Symptoms of a stress headache

If your stress headache is mild to moderate in its intensity, you'll usually have a "band" of pain that's constant and that will last anywhere from about a half an hour to all day.

Usually, tension headaches are mild to moderate intensity and are not that severe. And unlike stress migraines, you're not going to usually experience throbbing, light or sound sensitivity, or nausea or vomiting.

Tension headaches often can be felt upon awakening, along with general muscle aches all over.

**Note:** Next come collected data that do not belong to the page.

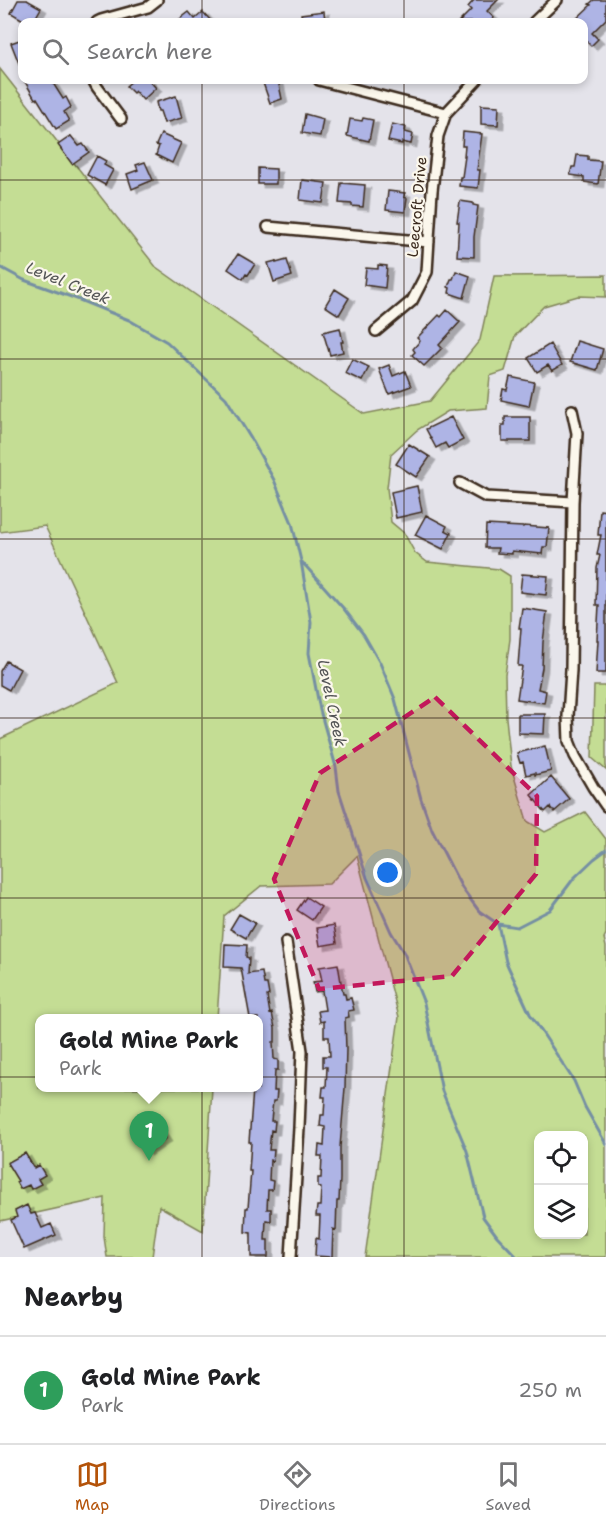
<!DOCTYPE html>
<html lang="en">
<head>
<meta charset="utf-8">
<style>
  :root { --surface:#fff; --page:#f2f2f2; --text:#202124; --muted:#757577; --line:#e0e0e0; --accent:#b45309 }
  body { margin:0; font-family:"Shantell Sans",sans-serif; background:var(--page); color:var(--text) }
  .controls { position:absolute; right:18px; bottom:18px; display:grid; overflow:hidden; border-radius:12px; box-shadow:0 3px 9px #0003 }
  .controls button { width:54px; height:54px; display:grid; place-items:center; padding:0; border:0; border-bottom:2px solid var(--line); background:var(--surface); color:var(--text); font:30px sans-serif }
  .you { position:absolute; left:388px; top:873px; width:21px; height:21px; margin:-15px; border:4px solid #fff; border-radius:50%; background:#1a73e8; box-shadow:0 0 0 9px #1a73e833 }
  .badge { display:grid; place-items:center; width:39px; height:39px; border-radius:50%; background:var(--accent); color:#fff; font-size:20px; font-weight:700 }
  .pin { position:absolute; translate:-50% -50px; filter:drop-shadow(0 2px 3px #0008) }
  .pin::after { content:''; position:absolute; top:32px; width:21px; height:18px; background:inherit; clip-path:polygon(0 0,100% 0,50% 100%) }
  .popup { position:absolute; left:35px; top:1014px; width:228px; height:78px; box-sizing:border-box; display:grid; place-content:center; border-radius:12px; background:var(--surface); filter:drop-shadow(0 2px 4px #0005); font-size:20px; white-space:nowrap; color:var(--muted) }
  .popup b { font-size:22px; color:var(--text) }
  .popup::after { content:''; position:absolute; left:50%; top:100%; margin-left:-12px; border:12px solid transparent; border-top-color:var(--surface) }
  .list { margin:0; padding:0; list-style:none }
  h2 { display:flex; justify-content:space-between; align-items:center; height:78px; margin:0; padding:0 24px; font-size:26px }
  h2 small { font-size:20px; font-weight:400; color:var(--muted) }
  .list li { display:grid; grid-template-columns:39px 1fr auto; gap:18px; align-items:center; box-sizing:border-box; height:108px; padding:0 24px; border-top:2px solid var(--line) }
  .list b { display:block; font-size:22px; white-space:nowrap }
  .list p { margin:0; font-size:20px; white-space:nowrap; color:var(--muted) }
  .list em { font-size:20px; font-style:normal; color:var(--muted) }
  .icon { flex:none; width:33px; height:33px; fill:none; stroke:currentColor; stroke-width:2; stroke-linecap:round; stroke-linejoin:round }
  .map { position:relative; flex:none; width:606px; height:1257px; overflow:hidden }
  .search { position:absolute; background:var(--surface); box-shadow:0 3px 9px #0003; left:18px; right:18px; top:18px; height:66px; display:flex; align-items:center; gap:15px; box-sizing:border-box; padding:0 21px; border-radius:12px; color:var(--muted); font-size:22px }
  .sheet { height:186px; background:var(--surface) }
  nav { display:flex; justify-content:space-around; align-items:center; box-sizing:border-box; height:84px; border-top:2px solid var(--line); background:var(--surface); font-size:16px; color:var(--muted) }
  nav a { display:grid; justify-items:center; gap:3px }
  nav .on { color:var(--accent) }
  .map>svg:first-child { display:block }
</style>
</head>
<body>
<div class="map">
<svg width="606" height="1257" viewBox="0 0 606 1257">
  <defs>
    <filter id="shadow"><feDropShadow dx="5.5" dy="3.5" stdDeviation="0" flood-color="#0004"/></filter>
  </defs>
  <rect width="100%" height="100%" fill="#e4e3ea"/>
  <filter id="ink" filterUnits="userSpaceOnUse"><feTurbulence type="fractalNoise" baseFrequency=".0167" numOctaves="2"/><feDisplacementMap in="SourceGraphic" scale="12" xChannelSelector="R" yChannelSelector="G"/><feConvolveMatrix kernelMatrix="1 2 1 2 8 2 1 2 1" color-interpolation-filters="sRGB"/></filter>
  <g filter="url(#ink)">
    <!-- green -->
    <path fill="#c4dd94" stroke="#808459" stroke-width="1.5" fill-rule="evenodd" d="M0,69L156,267L364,414L430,401L480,340L494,276L606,275V297L578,296L544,306L515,336L505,371L490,376L487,408L448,411L417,430L391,454L387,488L391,522L404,533L415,553L427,562L499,569L510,576V639L505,675L506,718L511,766L527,821L545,832L585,812L606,839V934L604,938L606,947V1257H365L399,1017L357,856L329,884L261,886L224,916L217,1018H39V1088H212L203,1231L159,1206L152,1257H107L104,1237L105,1198L0,1221V739L118,683L45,526L0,532ZM538,1136H584V1234H538Z
      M594,686H606V770L592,758Z"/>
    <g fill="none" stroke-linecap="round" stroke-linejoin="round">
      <!-- stream -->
      <path stroke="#758fa3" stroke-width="3" d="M0,267L24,280L77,299L129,320L167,342L226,398L253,442L274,480L292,523L301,561L311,622L309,653L320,710L336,767L339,791L367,878L391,932L404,953L424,1003L442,1091L467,1151L483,1217L497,1236L517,1257
        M302,562L344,609L364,635L380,663L395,699L421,799L432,830L462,888L479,911L498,924L517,927L550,910L574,878L594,859L606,850
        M498,924L506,962L530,1014L574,1081L585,1107L606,1144"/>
    </g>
    <!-- building -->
    <path fill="#aeb4e5" stroke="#3b2a1e" stroke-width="1.5" filter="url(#shadow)" d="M18,0H27L41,8L36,17L45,22H27L11,13Z
      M474,0H498L487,11L494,18L489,22H459L471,10L468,7Z
      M594,0H606V19L592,33L598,39L591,46L585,40L584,41V22H573L591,5L589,4Z
      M324,11L325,22H302L301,14Z
      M189,12L195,19L203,12L212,22H176Z
      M22,39V71L11,43Z
      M24,80H51L63,99L66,97L71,107L64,112L69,121L56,129L37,98L35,99Z
      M133,80H149L156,88L143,100L135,91L133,93L126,86Z
      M262,80H278L282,99L270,103Z
      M176,96L182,118L164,123L160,111H158L156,102Z
      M481,105L499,106L498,125L481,124Z
      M305,114L323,119L320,136L302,133Z
      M363,118L373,120L369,141L347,136L350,119L362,121Z
      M392,124L406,127L405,132L413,134L411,144L402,142V144L388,141Z
      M463,132L482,134L477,170H480L478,188L459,186L460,177H462L465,156H464L465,146H462Z
      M161,134L181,143L172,163L156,155L159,146L156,145Z
      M71,136L79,146L83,144L89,152L72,164L58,145Z
      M577,155L588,156V160L601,161L598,184L584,182V177L570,175L572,167H575Z
      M97,156L106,161L104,165L113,170L105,185L87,175Z
      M145,162L153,180L132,189L127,174L138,170L136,165Z
      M258,168L276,169V184H258Z
      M302,180L326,183L323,203L300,200Z
      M341,183L365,185L363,207L352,206V204L339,203Z
      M388,191L405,193L404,197L407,198L405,212L386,210Z
      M460,201L473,203V205L478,206L474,237V257L457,256L459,222H457Z
      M238,254L255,264L248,275L246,274L243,279L228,269Z
      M287,260L292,276L274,282L268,263L276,261V263Z
      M378,265L387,266L385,288L364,285L366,268L378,269Z
      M456,271L470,276L464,298L449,293L450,288L448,287L451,279H453Z
      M335,289L349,298L339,315L325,306Z
      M447,310L460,322L439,345L442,348L424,366L412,355L415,352L413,349L420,341L417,338L439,315L441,317Z
      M340,328L343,342H341L343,352L330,355L323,332Z
      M577,341L603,349L597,370L570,362Z
      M550,344L562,365L552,371L548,365L537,372L528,358Z
      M352,359L369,367L362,381L345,373Z
      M389,365L393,376L405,371L411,386L389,394L379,369Z
      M510,377L534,382L529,406L501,400L503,389L507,390Z
      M451,417L463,440L448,448L445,443L436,448L426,429Z
      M505,417H530V441H502V425H505Z
      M409,444L430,457L416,477L396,464Z
      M417,486L422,512L396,518L391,492Z
      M600,510L606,511V673H596L598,640H597L599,605H596L597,568L600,555H597L601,535H598Z
      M426,515L447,526L445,530L451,533L443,549L415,535Z
      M486,525L523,527L524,526L549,528L547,547H543L542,554L512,551V554L497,553L498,548H485Z
      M522,574L548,576L546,595L520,592Z
      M522,608L547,612L543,642L542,668L538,689L546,691L544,703L517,699L522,666H518L521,628H519Z
      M6,661L20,669L9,690L0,685V671Z
      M518,714H545L544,734L518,733Z
      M545,746L551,771L535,775V773L526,775L523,762L520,763L517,753Z
      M551,777L569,799L554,812L550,807L545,812L531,795Z
      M306,897L321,907L312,920L297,910Z
      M239,914L255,923L246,938L230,929Z
      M334,925L337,943L320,946L317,928Z
      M225,944L247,945L246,957L249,958L248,974L262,972L264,984H267L269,995L267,996L270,1014L272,1013L275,1028V1042H273L274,1059L278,1060V1070H275L274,1091H277L276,1101H273L271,1121H275L274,1131L271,1130L269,1150H274L273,1161L270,1160L269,1180L273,1181L272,1190H268L267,1209H271V1221L266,1220L265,1240H268V1257H251V1233L245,1232L246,1208H248L251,1171H249L251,1142H249L253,1089H258V1018H250L241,968L224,967Z
      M338,964L343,994H345L346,999L351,998L354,1010L348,1011L349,1017L345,1018L346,1049L345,1088L340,1147V1179L339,1201H337L336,1230L333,1229L332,1257H331L315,1256L316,1238L319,1239L320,1216H316L317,1206H320L321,1188L318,1187V1178H321L322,1156H318L319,1145L324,1146L325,1127L320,1126L321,1115H324L325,1097H322L323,1087H326L327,1067H323V1056H330L329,1037H324V1021L320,1022L318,1011L325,1010L322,991L315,992L313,982L322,981L319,967Z
      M161,1131L166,1138L146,1152L141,1145Z
      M25,1153L34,1168L39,1165L45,1175L38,1179L41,1184L31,1189L29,1185L20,1189L16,1182L18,1181L7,1163Z
      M27,1205L31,1214L35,1213L42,1228L51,1224L56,1235L24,1249L11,1220L17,1217L15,1211Z"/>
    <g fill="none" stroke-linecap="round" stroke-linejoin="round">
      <!-- street casing -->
      <g stroke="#3b2a1e" stroke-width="14">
        <path id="street" d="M97,22L101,20L148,7L157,0
          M534,22L557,0
          M93,80L97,87L121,119
          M319,80L446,113
          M268,227L429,242
          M376,331L412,301L427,272L432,191L438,136L446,113L477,80
          M572,410L577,433L573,502L571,670L568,716L569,741L575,756L593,787L606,806
          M460,483L486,497L573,502
          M286,942L302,1051L299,1128L291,1257"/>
      </g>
      <!-- street -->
      <use href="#street" stroke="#fbf7ec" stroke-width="9"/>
    </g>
  </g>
  <!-- marked area -->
  <path fill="#c2185b" fill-opacity="0.2" stroke="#c2185b" stroke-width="4.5" stroke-dasharray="12 8" stroke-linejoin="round" d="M435,697L537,796L536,874L452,976L319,989L274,879L320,773Z"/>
  <!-- grid -->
  <path fill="none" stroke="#3b2a1e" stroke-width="1.5" stroke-opacity="0.55" d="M202,0V22M404,0V22M202,80V1257M404,80V1257M0,180H606M0,359H606M0,539H606M0,718H606M0,898H606M0,1077H606"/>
  <g text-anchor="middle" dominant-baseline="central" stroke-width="4.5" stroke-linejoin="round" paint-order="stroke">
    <!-- street labels -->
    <g font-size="15" fill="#3b2a1e" stroke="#fbf7ec">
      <text transform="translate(417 207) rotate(-85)">Leecroft Drive</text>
    </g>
    <!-- water labels -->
    <g font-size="16" font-style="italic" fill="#535455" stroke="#fbf7ec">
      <text transform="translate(68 283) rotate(22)">Level Creek</text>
      <text transform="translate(332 703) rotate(78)">Level Creek</text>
    </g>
  </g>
</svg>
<div class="controls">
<button><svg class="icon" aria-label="locate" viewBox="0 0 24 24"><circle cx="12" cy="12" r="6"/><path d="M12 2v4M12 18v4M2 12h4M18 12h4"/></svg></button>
<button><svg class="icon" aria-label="layers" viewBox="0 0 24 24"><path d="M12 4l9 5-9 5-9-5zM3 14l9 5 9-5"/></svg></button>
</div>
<div class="you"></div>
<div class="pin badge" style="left:149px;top:1161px;background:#2e9e5b">1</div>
<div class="popup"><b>Gold Mine Park</b>Park</div>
<div class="search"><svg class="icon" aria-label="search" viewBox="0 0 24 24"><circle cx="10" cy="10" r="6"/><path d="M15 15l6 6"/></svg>Search here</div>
</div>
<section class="sheet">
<h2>Nearby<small></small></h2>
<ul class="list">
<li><span class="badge" style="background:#2e9e5b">1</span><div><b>Gold Mine Park</b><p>Park</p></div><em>250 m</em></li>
</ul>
</section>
<nav>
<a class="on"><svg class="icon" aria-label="map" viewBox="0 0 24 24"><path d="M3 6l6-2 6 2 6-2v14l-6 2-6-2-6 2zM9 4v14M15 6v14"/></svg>Map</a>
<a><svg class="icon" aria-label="directions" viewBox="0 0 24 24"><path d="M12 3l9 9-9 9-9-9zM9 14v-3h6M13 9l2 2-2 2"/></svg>Directions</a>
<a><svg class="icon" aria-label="saved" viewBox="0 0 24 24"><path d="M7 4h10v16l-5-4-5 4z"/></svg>Saved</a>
</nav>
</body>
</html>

You may also be experiencing chronic fatigue, irritability, difficulty getting too or staying asleep, and you might have an inability to concentrate.

Occasionally, you might be sensitive to light or noise in a very mild fashion, and you might be occasionally dizzy.

Treating tension headaches

Mild to moderate tension headaches can usually be treated with nonprescription over-the-counter pain relievers like ibuprofen or paracetamol.

In some cases, if the causes of the tension a particularly severe or if stress is an ongoing problem, you may be given protection medications like antidepressants to help ease the underlying cause of the headaches.

In addition, non-drug stress management techniques like biofeedback or meditation, as well as other stress coping techniques, may be advised to help you control your tension headaches without drug intervention.

Getting enough sleep and doing other "destressing" techniques

Meditation or simply giving yourself some "down" time so that you get enough sleep can also be a help in easing tension or stress headaches.

In fact, most people in today's society are also sleep deprived, which can fuel tension headaches. Try to get at least 7 to 8 hours of sleep every night, and practice what are called "sleep hygiene techniques." Sleep hygiene is simply the practice of "cleaning up" your sleep environment so that there are no distractions to dropping off to sleep peacefully.

In other words, where you sleep should be dark, quiet and peaceful, and you shouldn't do anything that's going to get you excited or otherwise engage your attention markedly within about a half an hour before you go to sleep. That means no phone calls, no e-mail, and no fast-paced television programs. And no coffee or other caffeine-laced foods or drinks late in the evening, either. That can keep you awake, too.

Give it a try for about a week and see whether your headaches at least lessen in severity, if not disappear altogether. Don't be surprised if they do.